От ветра воют, словно по покойнику,
Холодные щелястые дома.
Не греет быт паласами неброскими.
От сквозняка оконный переплет
Заклеен впрок бумажными полосками,
Нарезанными из журнала мод.
Проходят годы строевыми песнями.
У мужа в море бесконечен путь.
Уж поскорей бы дослужить до пенсии,
Пожить по-человечески чуть-чуть.
Но вот однажды где-то охнут мамы
И, обронив конверт, заголосят.
В Россию возвратятся телеграммы
С пометками, что выбыл адресат.
Однажды к вам придут однополчане
И виновато поглядят на вас.
И полыхнет полярное сиянье,
Затмив слезой сиянье ваших глаз.
Простите нас, нам не дойти до суши,
Оставшимся на вечном рубеже.
Вы столько раз спасали наши души,
Что нам пора подумать о душе…

Но пуще всего резанул по сердцу белый листок на дверях Дома офицеров флота, извещавший родственников моряков «Курска», где и когда они смогут получить капсулы с водой, взятой с места гибели их мужей, сыновей, братьев… Стеклянная пробирка с морской водой – это все, что увезут они домой. Больше слез пролито, чем той воды увезено.

Музейный работник переснимал фотографии из личных дел погибших моряков – для Книги памяти, которая будет издана в Курске. Раскладываю карточки, вглядываюсь в молодые лица – усатые, чубатые, лысоватые, задорные, грустные, лихие, вдумчивые… Какой страшный пасьянс судьбы. За что? Почему?

«Моряк должен свыкнуться с мыслью умереть в море с честью. Должен полюбить эту честь…» Эти жестокие, но верные слова произнес человек, который подтвердил их правоту собственной жизнью, – адмирал Степан Осипович Макаров.

…Получив все необходимые «добро» на посещение однотипного с «Курском» «Воронежа» – он и стоит-то у того же самого плавпирса, от которого ушел навсегда его атомный собрат, – вступаю на округло-черный, обрезиненный борт. Первым делом иду в корму, туда, где поблескивает широкий круг шлифованной стали – комингс-площадка аварийно-спасательного люка. Именно там на «Курске» и развернулась главная драма спасательной операции. Именно сюда пытались опуститься подводные аппараты, рискуя задеть вертикальный стабилизатор, мощное рубило которого торчит почти у самой площадки. Тем не менее наши «бестеры» и «призы» не раз и не два садились на этот пятачок. Не представляю себе, какая сила заставила треснуть это массивное стальное кольцо. Этого никто не предполагал, в это даже сразу не поверили. Но в цепи роковых обстоятельств было и это звено – трещина в комингс-площадке, не позволившая герметизировать стык спасательного аппарата с лодкой.
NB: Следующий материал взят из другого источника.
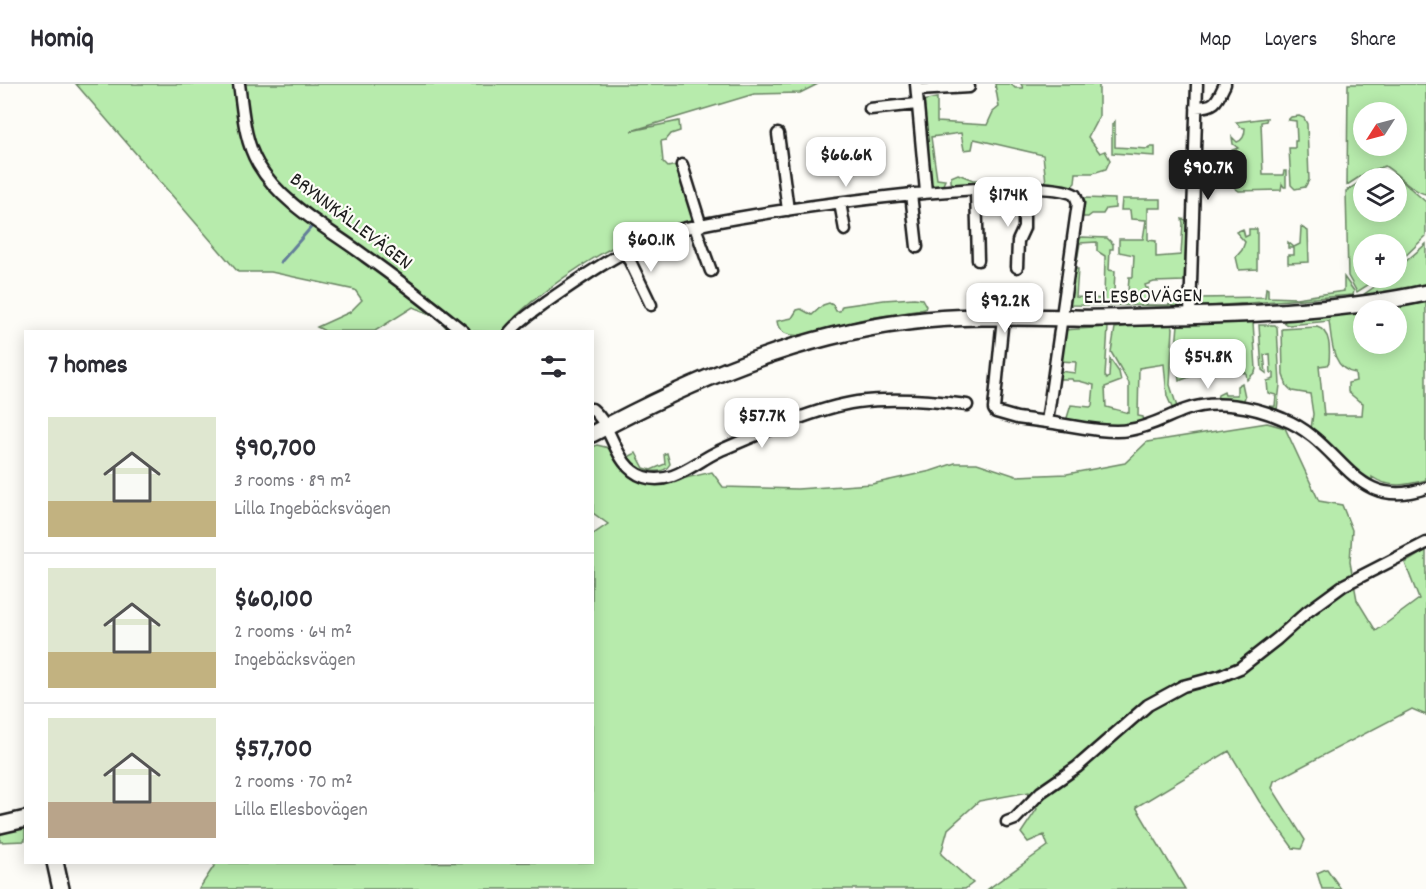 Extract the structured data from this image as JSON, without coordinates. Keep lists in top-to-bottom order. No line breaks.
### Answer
{"streets":{"main road":["ELLESBOVÄGEN"],"street":["BRYNNKÄLLEVÄGEN"]},"north":"bottom left","page":{"header":"Homiq","nav":["Map","Layers","Share"],"map_buttons":["+","−"],"price":["$66.6K","$90.7K","$174K","$60.1K","$92.2K","$54.8K","$57.7K"],"heading":"7 homes","list":[{"name":"$90,700","note":"3 rooms · 89 m² · Lilla Ingebäcksvägen"},{"name":"$60,100","note":"2 rooms · 64 m² · Ingebäcksvägen"},{"name":"$57,700","note":"2 rooms · 70 m² · Lilla Ellesbovägen"}]}} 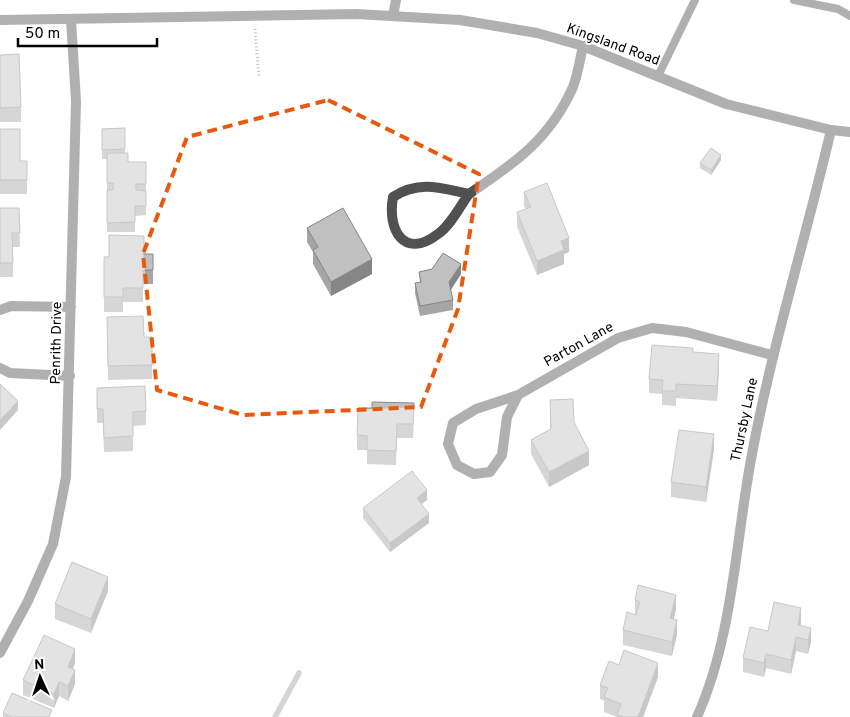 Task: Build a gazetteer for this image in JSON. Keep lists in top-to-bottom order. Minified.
{"streets":{"street":["Kingsland Road","Penrith Drive","Parton Lane","Thursby Lane"]},"crossings":[["Kingsland Road","Penrith Drive"],["Kingsland Road","Thursby Lane"],["Parton Lane","Thursby Lane"]],"scale_bar":"50 m","north":"top"} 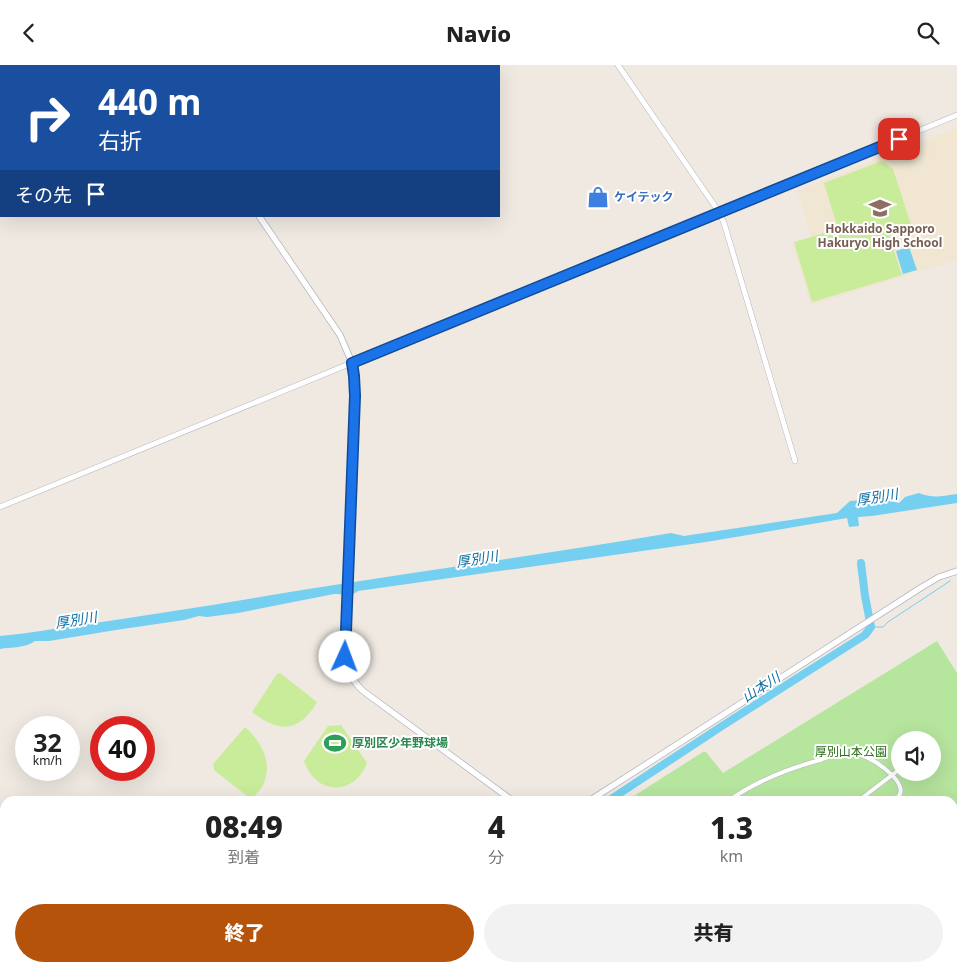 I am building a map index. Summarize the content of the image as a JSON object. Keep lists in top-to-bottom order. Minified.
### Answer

А вот и буй, который экипаж «Курска» не смог отдать. Большой поплавок из белого пластика, на нем надпись на двух языках: «Не поднимать. Опасно». Дурацкая надпись. Нашего человека слово «опасно» только раззадорит, и буй он обязательно поднимет, оборвав трос, связующий его с затонувшей субмариной. Не всякий мореход поймет, что нужно делать при встрече с такой находкой, поспешит пройти мимо опасного места. Там другое должно быть – что-то вроде «SOS! Subsunk!» – «Аварийная подводная лодка!».

Самое главное – буй не приварен. Пластик к резине сварка не возьмет. Слава богу, все обвинения экипажа «Курска» в столь распространенном грехе отпадают. А носовой буй?
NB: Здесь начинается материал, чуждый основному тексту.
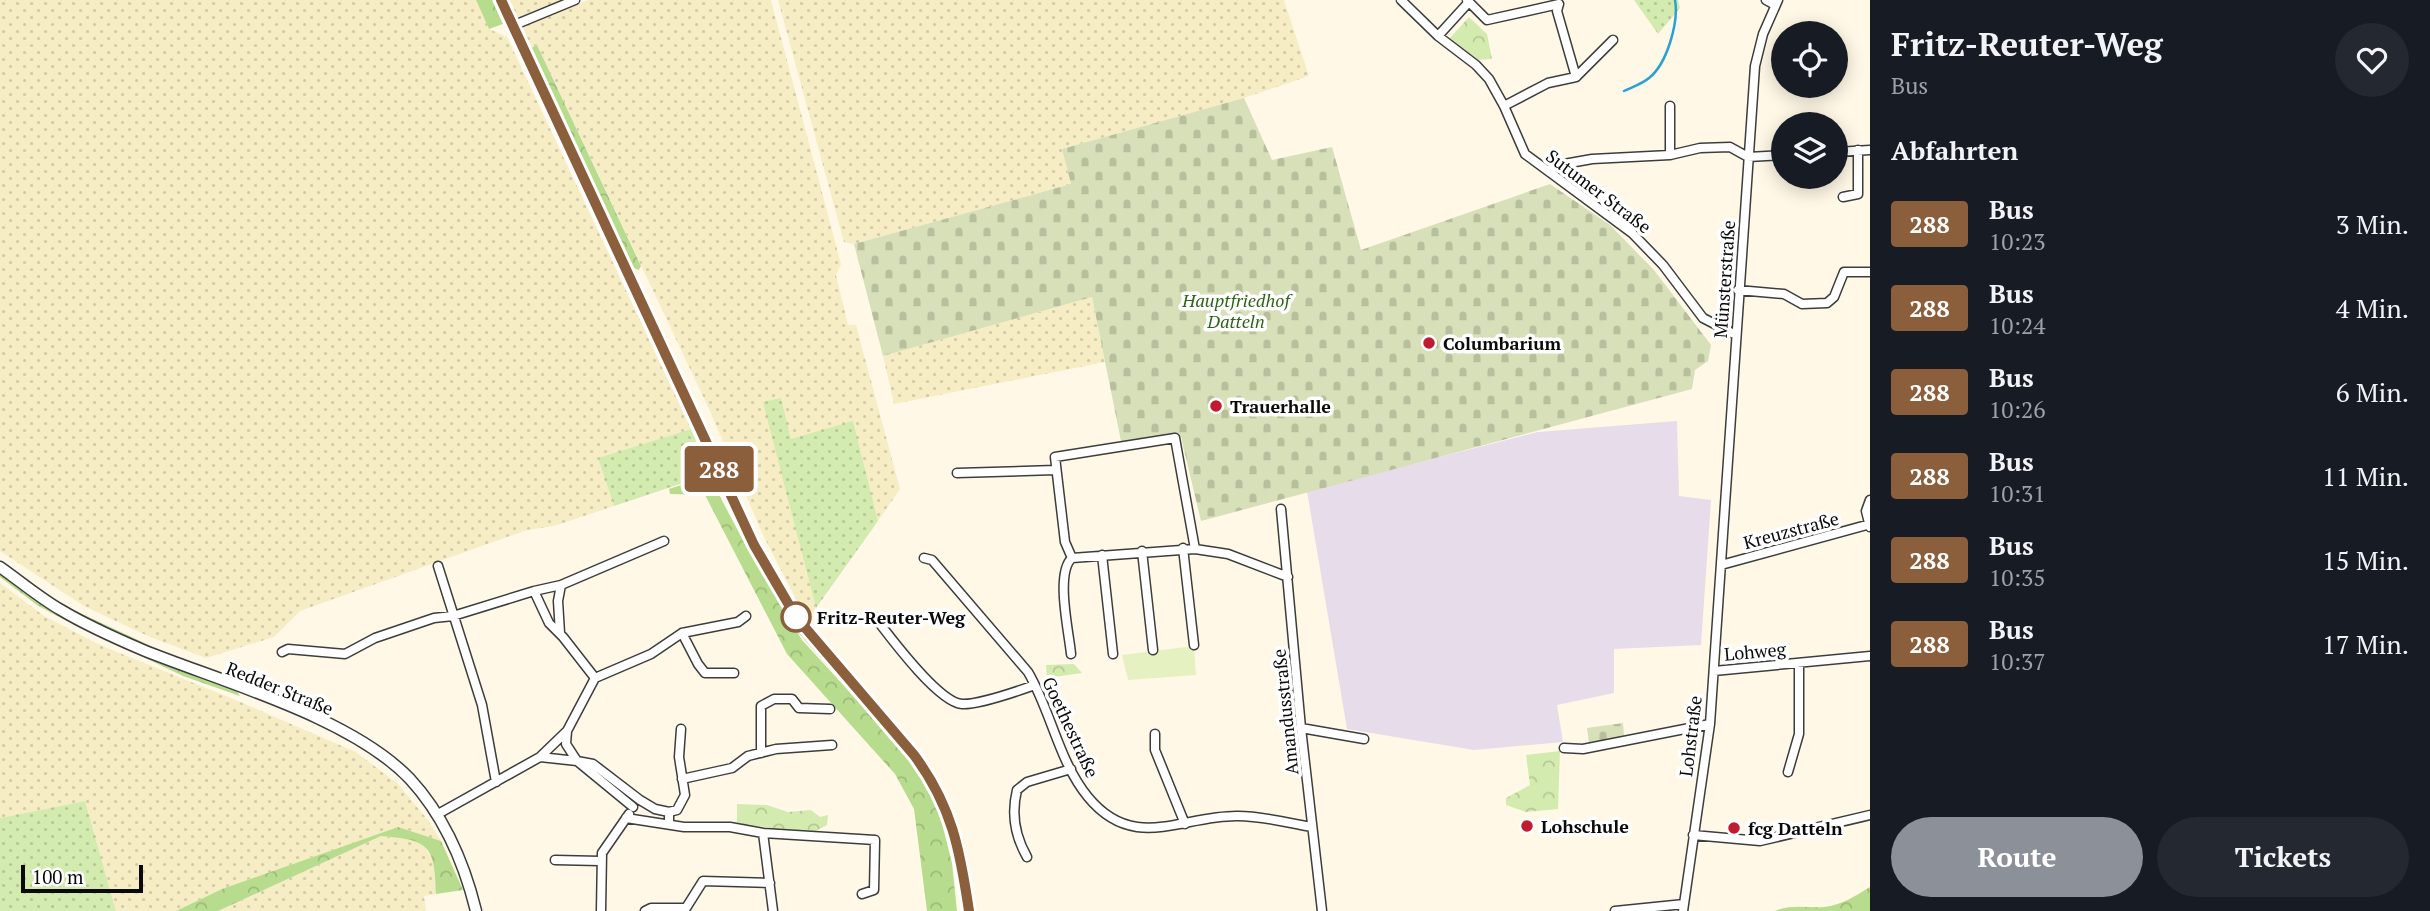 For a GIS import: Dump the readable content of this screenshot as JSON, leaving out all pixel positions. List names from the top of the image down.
{
  "streets": {
    "street": [
      "Sutumer Straße",
      "Münsterstraße",
      "Kreuzstraße",
      "Lohweg",
      "Redder Straße",
      "Amandusstraße",
      "Goethestraße",
      "Lohstraße"
    ]
  },
  "crossings": [
    ["Sutumer Straße", "Münsterstraße"],
    ["Münsterstraße", "Kreuzstraße"],
    ["Münsterstraße", "Lohstraße"],
    ["Kreuzstraße", "Lohstraße"],
    ["Lohweg", "Lohstraße"],
    ["Amandusstraße", "Goethestraße"]
  ],
  "parks": ["Hauptfriedhof Datteln"],
  "places": [
    "Columbarium",
    "Trauerhalle",
    "Fritz-Reuter-Weg",
    "Lohschule",
    "fcg Datteln"
  ],
  "lines": ["bus line 288"],
  "scale_bar": "100 m",
  "page": {
    "on_map": "288",
    "heading": [
      ["Fritz-Reuter-Weg", "Bus"],
      "Abfahrten"
    ],
    "list": [
      {
        "mark": "288",
        "name": "Bus",
        "note": "10:23",
        "value": "3 Min."
      },
      {
        "mark": "288",
        "name": "Bus",
        "note": "10:24",
        "value": "4 Min."
      },
      {
        "mark": "288",
        "name": "Bus",
        "note": "10:26",
        "value": "6 Min."
      },
      {
        "mark": "288",
        "name": "Bus",
        "note": "10:31",
        "value": "11 Min."
      },
      {
        "mark": "288",
        "name": "Bus",
        "note": "10:35",
        "value": "15 Min."
      },
      {
        "mark": "288",
        "name": "Bus",
        "note": "10:37",
        "value": "17 Min."
      }
    ],
    "buttons": ["Route", "Tickets"],
    "scale": "100 m"
  }
} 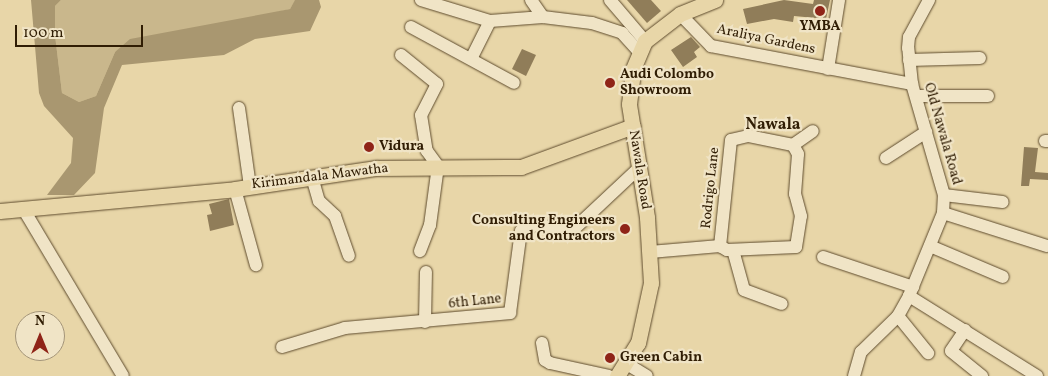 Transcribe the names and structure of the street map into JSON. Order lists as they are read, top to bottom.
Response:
{
  "streets": {
    "main road": ["Nawala Road", "Kirimandala Mawatha"],
    "street": [
      "Araliya Gardens",
      "Old Nawala Road",
      "Rodrigo Lane",
      "6th Lane"
    ]
  },
  "crossings": [
    ["Araliya Gardens", "Old Nawala Road"],
    ["Nawala Road", "Kirimandala Mawatha"],
    ["Nawala Road", "Rodrigo Lane"],
    ["Nawala Road", "6th Lane"]
  ],
  "districts": ["Nawala"],
  "places": [
    "YMBA",
    "Audi Colombo Showroom",
    "Vidura",
    "Consulting Engineers and Contractors",
    "Green Cabin"
  ],
  "scale_bar": "100 m",
  "north": "top"
}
– А носового нет, – поясняет мне заместитель командира дивизии атомных подводных лодок капитан 1-го ранга Леонид Поведёнок. – Проектом не предусмотрен. Кормовой же можно отдать только из центрального поста, а не из седьмого отсека. Такая вот особинка…
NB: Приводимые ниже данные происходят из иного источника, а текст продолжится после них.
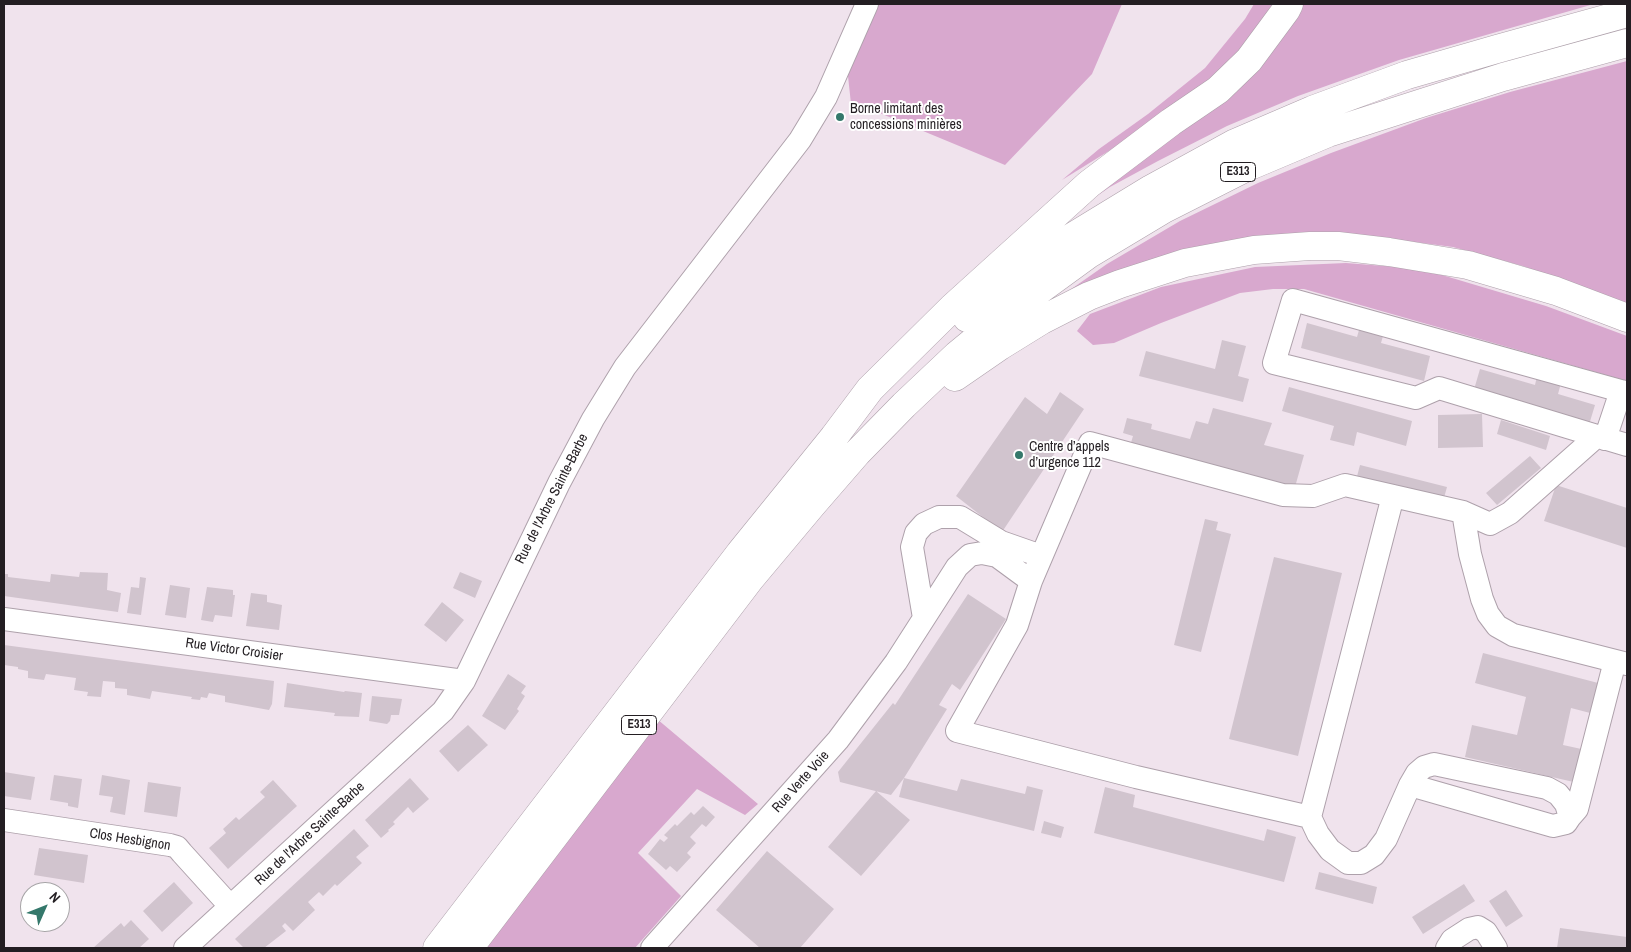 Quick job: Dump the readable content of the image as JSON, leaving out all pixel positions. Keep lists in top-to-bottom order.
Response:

Хреновая особинка. В центральном нажимать на кнопку отдачи буя было уже некому. А вот в седьмом были люди, которые бы могли выпустить буй, будь там соответствующий механизм…

Мы возвращаемся к рубке. Вход в подводный крейсер довольно удобен: обычно в лодку надо спускаться по глубокому стальному колодцу, внутри которого вертикальный трап, здесь же через боковой рубочный люк попадаешь в просторный «тамбур» – в спасательную камеру, которая может вместить сразу весь экипаж и, отделившись от аварийной лодки, всплыть на поверхность. Это своего рода подводная лодка в подводной лодке. Мысленно рассаживаю ребят с «Курска» по окружности капсулы в два яруса. Голубых деревянных рундуков-сидений на всех хватило бы. Но входить в эту спасательную камеру уже было некому…

Такими всплывающими капсулами оснащены подводные лодки третьего поколения, и этот общий шанс на спасение резко снижает ощущение безысходности, которое охватывает всякого, кто спускается в тесный разноярусный лабиринт корабля.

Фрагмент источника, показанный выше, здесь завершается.